According to its 2020 annual report, post balance date, the Government fund (GFS) terminated Marathon and PanAgora contracts and appointed two Australian-based global share funds managed by T. Rowe Price and Hyperion Asset Management. In September, GSF also terminated ANZ as a currency hedge manager, leaving State Street as the sole provider of this service.

The report reveals that GSF has launched an independent review of its investment strategy after a poor two-year run has seen the scheme slip behind reference portfolio targets over all periods. The offshore equities-heavy fund was down -1.7 per cent for the 12 months to June against the passive reference portfolio return of 4.5 per cent and 5.7 per cent for NZ government bonds.

“Whilst the under-performance for the last two years has reduced the Fund’s average investment return over the last 10 years back to 8.6 per cent a year, net of fees, 1.0 per cent behind the ‘reference portfolio’, it remains ahead of that from NZ Government bonds by 3.2 per cent,” the report says. Since inception around 2001, the GSF portfolio – managed by Annuitas – returned 6.7 per cent – or 0.5 per cent under the reference portfolio. Annuitas is a joint-venture management and secretarial service company owned by the GFS Authority and the National provident Fund.

“The board believes its investment strategy remains appropriate. Nevertheless, given recent performance of the fund and in the light of heightened economic uncertainty and recent market turbulence, the board has commissioned an independent review of its investment strategy,” the report says. “This review will also provide information for the Government’s five-yearly statutory review of the fund in 2021.”

The GSF performance was hit by poor returns from global shares (compared to bonds) as well as its actively managed strategies lagging “returns from equity market indices almost entirely due to increasing prices paid for technology stocks”.

“While these exposures have hurt relative performance, the Authority has maintained the positions in the expectation that investors’ expectations of future growth in these large cap internet-based stocks will normalise at some point,” the report says.
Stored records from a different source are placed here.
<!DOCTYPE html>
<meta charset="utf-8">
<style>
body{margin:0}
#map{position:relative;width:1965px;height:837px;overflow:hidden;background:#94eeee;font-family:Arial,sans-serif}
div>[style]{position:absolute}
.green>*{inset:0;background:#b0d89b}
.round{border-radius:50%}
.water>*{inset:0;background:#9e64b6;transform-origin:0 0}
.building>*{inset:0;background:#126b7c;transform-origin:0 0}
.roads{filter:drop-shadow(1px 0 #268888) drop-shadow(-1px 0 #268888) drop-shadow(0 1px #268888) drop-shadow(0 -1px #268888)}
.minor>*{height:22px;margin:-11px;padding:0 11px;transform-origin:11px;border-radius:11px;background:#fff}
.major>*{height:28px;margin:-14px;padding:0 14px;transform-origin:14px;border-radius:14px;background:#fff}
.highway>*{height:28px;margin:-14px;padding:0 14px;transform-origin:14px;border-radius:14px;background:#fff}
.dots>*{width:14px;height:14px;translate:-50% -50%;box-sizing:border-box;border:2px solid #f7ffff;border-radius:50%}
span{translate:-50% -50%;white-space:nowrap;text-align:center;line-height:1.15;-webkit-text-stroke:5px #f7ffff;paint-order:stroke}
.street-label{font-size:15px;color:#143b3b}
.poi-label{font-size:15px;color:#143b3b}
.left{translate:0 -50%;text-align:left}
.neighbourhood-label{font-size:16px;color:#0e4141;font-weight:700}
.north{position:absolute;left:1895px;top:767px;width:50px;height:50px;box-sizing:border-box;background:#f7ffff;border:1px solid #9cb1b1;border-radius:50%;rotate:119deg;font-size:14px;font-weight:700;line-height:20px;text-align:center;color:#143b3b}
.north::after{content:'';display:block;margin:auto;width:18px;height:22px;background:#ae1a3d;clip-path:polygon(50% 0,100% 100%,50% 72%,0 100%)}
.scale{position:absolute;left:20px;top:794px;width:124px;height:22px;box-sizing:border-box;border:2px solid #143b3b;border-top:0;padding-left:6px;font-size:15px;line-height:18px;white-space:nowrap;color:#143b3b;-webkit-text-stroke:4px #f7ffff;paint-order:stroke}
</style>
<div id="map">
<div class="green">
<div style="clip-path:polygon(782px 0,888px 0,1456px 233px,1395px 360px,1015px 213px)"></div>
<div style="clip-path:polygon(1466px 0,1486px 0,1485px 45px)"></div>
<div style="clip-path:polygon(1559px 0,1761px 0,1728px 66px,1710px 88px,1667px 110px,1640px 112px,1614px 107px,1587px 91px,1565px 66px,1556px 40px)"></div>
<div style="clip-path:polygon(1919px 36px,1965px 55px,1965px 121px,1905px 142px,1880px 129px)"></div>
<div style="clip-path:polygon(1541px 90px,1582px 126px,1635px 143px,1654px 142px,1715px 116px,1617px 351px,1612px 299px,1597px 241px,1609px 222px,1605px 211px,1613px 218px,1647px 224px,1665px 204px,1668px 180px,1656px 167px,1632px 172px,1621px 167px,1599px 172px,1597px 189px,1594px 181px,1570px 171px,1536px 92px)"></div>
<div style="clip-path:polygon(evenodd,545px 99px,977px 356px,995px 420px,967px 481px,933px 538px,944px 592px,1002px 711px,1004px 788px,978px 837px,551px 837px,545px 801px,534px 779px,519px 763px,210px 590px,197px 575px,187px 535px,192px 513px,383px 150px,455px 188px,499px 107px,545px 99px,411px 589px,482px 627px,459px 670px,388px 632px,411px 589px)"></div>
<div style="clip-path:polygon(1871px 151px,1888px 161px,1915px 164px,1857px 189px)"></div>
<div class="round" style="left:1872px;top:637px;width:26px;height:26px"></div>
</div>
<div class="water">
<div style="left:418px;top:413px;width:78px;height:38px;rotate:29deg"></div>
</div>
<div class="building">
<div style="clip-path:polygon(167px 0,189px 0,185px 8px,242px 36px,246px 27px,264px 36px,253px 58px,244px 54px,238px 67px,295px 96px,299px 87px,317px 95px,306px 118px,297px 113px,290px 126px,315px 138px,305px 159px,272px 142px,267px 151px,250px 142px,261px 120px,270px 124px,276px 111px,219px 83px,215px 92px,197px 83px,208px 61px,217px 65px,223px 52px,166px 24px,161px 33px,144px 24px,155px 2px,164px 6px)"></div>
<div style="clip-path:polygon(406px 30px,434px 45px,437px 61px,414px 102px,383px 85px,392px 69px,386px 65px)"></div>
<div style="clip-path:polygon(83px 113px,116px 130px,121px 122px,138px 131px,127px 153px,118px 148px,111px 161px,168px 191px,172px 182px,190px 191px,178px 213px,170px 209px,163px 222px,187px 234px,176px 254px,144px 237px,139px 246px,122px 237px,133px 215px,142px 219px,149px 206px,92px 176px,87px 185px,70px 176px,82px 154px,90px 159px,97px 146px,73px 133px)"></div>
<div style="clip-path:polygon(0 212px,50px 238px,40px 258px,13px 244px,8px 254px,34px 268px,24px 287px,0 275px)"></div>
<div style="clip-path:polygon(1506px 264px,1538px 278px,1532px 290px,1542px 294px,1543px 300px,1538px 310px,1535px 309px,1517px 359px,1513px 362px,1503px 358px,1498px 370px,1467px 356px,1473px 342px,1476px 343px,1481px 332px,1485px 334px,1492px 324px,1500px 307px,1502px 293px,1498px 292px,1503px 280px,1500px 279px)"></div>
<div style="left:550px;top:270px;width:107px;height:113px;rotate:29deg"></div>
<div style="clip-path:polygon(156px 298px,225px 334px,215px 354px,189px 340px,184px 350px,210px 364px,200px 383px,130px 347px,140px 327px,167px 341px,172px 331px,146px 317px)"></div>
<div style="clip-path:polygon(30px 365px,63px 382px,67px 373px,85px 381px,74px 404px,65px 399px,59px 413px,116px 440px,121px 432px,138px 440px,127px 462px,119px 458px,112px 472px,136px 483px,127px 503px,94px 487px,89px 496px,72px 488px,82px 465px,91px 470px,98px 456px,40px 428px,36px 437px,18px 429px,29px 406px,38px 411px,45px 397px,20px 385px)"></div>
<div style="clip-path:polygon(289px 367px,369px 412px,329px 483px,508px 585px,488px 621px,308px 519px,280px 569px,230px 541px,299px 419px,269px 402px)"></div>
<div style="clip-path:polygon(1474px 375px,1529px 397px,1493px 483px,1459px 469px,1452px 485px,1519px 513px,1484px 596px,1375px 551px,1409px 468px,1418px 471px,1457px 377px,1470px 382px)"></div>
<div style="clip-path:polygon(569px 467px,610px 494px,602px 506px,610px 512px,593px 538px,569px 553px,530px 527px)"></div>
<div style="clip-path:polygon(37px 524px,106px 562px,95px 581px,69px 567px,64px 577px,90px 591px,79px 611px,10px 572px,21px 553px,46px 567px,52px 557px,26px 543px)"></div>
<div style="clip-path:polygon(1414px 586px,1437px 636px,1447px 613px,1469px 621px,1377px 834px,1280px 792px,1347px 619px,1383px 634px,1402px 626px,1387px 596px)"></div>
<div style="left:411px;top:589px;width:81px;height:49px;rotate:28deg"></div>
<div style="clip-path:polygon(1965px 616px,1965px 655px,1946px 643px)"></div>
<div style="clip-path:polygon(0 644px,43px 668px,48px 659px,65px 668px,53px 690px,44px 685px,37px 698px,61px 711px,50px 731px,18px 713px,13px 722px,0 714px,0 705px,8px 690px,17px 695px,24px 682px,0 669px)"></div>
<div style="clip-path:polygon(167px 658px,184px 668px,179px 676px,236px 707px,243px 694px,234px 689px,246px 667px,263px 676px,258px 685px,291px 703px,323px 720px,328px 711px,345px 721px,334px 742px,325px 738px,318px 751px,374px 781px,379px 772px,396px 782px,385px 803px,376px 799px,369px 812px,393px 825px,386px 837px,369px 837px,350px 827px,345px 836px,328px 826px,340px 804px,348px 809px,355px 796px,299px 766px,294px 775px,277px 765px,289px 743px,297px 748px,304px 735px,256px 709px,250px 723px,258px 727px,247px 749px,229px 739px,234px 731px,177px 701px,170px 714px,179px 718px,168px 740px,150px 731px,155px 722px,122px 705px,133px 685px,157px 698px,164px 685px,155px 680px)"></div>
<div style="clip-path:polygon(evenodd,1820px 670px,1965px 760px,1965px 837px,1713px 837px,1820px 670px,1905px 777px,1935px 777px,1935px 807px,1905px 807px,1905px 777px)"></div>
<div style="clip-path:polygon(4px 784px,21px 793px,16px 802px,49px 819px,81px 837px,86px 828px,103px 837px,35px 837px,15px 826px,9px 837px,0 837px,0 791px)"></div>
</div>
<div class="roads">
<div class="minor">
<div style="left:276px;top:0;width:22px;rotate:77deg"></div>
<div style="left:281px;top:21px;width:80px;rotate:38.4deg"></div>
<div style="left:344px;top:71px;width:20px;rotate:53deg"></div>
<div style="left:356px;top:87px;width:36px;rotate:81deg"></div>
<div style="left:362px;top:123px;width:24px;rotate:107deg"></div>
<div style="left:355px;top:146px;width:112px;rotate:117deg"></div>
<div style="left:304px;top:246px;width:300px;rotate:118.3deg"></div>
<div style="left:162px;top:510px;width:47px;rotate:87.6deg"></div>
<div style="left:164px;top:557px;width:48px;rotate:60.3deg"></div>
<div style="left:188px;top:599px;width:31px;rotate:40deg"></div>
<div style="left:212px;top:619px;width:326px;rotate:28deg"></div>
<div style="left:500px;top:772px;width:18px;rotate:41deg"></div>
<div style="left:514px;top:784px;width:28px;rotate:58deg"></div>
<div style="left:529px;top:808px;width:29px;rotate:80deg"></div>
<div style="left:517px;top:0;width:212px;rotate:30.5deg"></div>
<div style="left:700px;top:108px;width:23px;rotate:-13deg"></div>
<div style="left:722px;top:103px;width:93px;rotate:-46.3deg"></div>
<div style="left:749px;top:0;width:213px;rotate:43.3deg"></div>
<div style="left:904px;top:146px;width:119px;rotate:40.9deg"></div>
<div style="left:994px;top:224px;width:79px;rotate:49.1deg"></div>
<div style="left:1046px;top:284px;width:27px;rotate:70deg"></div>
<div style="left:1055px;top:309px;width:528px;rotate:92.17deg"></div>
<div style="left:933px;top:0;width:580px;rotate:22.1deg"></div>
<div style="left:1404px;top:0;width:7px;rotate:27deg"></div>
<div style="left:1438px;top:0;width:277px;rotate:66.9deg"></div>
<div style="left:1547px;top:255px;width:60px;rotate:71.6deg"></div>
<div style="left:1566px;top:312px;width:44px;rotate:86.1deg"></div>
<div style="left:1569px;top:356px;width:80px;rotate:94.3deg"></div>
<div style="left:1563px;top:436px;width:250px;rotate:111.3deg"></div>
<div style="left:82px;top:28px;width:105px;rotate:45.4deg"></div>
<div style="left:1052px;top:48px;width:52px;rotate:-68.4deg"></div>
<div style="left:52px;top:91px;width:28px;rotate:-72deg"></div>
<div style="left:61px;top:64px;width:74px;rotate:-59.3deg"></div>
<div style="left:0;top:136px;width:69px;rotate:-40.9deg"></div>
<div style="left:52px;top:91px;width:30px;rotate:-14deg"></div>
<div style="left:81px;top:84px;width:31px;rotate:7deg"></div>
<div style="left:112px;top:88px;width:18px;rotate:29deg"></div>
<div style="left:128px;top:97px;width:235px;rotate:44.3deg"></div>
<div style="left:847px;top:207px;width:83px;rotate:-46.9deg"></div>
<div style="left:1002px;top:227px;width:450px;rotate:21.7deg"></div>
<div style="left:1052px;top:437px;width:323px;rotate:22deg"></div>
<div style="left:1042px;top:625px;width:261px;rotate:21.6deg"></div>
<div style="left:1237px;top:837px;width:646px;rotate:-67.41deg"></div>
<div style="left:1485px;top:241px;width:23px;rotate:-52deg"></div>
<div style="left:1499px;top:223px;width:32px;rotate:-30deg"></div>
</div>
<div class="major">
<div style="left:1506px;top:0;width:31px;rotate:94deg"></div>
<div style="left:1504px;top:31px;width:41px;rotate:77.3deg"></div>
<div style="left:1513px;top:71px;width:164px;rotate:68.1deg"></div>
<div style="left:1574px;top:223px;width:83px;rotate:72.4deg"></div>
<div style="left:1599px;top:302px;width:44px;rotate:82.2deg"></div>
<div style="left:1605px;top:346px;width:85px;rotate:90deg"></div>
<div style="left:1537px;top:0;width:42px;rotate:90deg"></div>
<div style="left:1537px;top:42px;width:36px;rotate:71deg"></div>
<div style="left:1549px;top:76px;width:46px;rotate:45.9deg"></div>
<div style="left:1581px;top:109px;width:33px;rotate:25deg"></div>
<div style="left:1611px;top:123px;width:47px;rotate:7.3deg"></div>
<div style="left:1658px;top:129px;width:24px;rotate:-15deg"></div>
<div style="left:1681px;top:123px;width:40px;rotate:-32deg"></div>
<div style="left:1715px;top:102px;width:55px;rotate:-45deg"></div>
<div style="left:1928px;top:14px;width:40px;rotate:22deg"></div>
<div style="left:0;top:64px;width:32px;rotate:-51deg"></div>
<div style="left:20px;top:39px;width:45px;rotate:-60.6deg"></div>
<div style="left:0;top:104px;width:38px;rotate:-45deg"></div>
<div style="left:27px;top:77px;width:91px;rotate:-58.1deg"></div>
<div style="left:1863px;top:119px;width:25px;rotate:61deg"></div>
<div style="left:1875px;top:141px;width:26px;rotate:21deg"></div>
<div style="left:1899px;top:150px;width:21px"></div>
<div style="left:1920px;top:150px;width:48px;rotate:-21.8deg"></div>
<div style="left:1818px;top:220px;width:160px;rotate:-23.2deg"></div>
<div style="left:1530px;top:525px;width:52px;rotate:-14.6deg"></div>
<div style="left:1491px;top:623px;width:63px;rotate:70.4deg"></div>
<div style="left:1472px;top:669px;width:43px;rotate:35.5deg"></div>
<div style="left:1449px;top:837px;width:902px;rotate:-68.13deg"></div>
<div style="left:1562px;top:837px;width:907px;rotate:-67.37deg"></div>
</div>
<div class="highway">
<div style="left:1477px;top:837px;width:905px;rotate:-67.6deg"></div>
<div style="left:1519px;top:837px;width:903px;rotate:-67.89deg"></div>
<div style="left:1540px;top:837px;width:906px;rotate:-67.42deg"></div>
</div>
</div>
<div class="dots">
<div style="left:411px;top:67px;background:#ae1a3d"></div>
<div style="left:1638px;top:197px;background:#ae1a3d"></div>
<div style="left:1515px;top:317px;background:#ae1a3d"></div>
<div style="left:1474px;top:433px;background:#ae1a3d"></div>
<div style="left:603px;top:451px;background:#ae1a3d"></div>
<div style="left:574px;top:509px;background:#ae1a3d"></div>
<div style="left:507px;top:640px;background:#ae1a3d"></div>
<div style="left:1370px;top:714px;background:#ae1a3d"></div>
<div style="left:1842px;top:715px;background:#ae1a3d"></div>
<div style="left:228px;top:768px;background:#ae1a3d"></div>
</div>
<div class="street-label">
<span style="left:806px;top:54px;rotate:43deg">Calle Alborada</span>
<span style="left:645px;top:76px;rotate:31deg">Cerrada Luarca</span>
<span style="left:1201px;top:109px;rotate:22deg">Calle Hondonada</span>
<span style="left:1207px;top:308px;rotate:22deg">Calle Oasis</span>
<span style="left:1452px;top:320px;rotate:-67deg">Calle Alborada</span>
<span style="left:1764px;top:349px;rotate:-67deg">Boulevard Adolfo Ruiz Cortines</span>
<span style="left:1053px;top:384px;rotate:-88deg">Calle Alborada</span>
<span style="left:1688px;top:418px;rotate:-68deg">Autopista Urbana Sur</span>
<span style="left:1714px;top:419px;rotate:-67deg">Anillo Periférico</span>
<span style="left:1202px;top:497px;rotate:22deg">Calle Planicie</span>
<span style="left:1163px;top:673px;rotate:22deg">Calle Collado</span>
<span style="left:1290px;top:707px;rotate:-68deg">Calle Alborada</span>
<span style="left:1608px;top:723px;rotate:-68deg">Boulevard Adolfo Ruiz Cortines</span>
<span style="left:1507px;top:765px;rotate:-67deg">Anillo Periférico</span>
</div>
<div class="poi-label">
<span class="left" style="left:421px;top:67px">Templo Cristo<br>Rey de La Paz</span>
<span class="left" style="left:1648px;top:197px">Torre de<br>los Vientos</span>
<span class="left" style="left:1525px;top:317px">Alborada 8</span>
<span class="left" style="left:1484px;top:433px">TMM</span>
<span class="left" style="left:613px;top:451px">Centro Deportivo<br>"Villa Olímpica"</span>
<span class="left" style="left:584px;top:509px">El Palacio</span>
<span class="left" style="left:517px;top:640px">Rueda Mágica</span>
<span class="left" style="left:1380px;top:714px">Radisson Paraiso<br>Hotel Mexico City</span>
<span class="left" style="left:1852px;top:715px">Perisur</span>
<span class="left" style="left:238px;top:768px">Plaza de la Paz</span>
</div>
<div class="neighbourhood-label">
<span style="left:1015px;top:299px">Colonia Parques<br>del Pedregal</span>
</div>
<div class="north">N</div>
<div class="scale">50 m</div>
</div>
The effect was amplified over the last two years as the GSF increased its reference (and actual) portfolio exposure to global equities, raising the target allocation 10 per cent to reach 70 per cent while dialing down offshore bonds by the same quantum to 20 per cent.

“This shift increased the Fund’s expected return and risk, so the reference portfolio is now expected to outperform New Zealand Government bonds by 4 per cent a year over the next 10 years,” the report says.

The GSF board, chaired by Anne Blackburn, saw two exits during the financial year – Michelle van Gaalen and Shelley Cave – replaced by Michael Sang and Financial Markets Authority director for capital markets, Sarah Vrede. Previously head of the NZ Debt Management Office, Vrede also serves on the GSF investment committee with chair Murray Brown and Alison O’Connell.

The GSF, created to help fill the fiscal hole by historical public servant defined benefit pensions, recorded a pre-tax after-costs deficit of over $82 million in the 12 months to June against a forecast surplus of $275.5 million.